Rabbi Charlie Cytron-Walker

Plug-In: Five key story angles linked to Texas synagogue where hostages were taken

Plug-In: Five key story angles linked to Texas synagogue where hostages were taken

When I first saw news on social media of a ranting man taking hostages at a Texas synagogue Saturday, I immediately clicked the link to an Associated Press report.

To my shock, I discovered that the standoff involved Congregation Beth Israel in Colleyville, Texas.

I first wrote about that suburban congregation nearly two decades ago when I covered religion for AP in Dallas.

In 2004, I did a national feature on “frequent-flier rabbis” filling a need at then-fledgling Congregation Beth Israel and other small Jewish congregations across the nation.

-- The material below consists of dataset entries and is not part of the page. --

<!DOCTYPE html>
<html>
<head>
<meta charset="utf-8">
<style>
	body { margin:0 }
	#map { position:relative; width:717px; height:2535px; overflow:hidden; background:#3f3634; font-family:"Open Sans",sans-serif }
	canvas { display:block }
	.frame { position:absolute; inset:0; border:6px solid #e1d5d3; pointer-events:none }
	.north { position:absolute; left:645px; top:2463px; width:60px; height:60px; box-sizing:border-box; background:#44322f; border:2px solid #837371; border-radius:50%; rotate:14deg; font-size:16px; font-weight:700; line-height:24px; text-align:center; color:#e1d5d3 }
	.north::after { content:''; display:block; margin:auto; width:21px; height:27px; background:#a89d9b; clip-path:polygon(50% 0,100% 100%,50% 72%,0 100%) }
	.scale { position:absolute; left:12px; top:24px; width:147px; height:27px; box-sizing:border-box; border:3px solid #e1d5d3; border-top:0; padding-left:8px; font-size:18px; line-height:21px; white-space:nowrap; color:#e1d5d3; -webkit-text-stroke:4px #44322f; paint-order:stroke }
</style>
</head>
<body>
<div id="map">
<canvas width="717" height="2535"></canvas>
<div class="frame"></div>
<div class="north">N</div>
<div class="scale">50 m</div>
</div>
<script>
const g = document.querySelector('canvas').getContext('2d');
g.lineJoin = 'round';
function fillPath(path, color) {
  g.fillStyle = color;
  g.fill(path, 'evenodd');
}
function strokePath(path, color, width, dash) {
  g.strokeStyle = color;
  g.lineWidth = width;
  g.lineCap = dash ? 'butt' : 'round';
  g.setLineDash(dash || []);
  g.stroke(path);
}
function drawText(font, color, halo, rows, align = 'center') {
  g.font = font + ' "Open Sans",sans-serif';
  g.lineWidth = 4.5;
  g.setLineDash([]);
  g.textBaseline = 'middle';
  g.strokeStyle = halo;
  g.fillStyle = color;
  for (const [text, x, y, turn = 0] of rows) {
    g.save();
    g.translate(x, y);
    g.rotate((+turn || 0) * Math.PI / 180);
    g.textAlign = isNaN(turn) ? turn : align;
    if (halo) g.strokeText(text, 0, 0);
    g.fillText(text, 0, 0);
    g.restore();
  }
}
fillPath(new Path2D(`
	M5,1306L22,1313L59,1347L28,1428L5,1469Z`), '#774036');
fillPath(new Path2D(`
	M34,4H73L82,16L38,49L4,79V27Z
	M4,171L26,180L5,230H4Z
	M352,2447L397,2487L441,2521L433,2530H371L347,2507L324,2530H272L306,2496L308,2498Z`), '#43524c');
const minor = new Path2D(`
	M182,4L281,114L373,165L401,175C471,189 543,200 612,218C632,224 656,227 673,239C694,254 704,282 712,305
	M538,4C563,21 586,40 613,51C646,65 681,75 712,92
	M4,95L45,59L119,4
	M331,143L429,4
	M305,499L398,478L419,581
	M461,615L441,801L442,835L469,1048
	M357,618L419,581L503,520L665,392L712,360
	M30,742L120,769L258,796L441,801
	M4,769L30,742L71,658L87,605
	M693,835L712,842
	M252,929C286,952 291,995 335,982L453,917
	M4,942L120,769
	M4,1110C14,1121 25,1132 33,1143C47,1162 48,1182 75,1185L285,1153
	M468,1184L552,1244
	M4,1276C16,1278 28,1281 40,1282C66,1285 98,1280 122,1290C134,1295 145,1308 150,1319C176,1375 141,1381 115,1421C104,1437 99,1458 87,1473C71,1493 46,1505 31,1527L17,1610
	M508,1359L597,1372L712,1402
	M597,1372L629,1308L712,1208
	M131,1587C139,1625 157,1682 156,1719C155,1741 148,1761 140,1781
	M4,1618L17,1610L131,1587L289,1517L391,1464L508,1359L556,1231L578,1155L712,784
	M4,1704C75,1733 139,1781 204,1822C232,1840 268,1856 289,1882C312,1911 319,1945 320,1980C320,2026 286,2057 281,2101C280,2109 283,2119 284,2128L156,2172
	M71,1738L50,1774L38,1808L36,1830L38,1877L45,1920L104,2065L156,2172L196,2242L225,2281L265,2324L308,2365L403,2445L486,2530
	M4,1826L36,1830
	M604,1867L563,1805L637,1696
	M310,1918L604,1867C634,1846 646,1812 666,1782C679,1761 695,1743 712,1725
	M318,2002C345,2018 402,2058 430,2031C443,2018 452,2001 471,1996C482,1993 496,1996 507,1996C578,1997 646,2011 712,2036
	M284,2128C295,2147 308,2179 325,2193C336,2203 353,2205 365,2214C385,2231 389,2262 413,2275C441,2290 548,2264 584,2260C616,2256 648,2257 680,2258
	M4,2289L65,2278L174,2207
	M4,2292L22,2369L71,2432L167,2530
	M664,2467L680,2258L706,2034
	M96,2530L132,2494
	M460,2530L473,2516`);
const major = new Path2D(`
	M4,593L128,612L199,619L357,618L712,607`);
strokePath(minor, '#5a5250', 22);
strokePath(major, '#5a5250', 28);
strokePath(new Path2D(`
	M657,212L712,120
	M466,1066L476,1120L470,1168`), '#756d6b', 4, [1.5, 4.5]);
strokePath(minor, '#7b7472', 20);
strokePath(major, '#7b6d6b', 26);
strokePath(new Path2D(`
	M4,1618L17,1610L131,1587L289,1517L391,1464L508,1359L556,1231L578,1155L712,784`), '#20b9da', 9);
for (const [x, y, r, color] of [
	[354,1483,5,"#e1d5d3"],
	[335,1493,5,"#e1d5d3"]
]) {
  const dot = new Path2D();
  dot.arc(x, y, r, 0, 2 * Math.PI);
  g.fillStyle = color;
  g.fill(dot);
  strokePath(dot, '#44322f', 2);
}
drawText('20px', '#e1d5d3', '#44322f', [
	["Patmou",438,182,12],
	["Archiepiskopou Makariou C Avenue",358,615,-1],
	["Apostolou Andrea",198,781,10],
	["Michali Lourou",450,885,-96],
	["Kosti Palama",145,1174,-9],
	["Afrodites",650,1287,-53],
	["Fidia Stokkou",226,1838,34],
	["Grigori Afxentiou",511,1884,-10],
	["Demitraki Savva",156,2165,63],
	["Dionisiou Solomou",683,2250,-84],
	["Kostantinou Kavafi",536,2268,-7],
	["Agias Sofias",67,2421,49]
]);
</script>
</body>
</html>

That same year, I wrote about Anna Salton Eisen, one of the congregation’s founders, and her Holocaust survivor father, George Lucius Salton.

Just this past October — 17 years later — Eisen trusted me to tell her family’s story again. I wrote a follow-up piece for AP on a surprising “reunion” between Eisen and the children of several Holocaust survivors who were in concentration camps together.

“I started this synagogue with two other families and am heartbroken and fearful,” Eisen wrote on Facebook on Saturday. “What has become of the world?”

I shared her status on my page and asked my friends to pray for a peaceful end. I was so relieved when Rabbi Charlie Cytron-Walker and two other hostages escaped unharmed Saturday night. A fourth hostage was released earlier. The FBI hostage rescue team shot the gunman.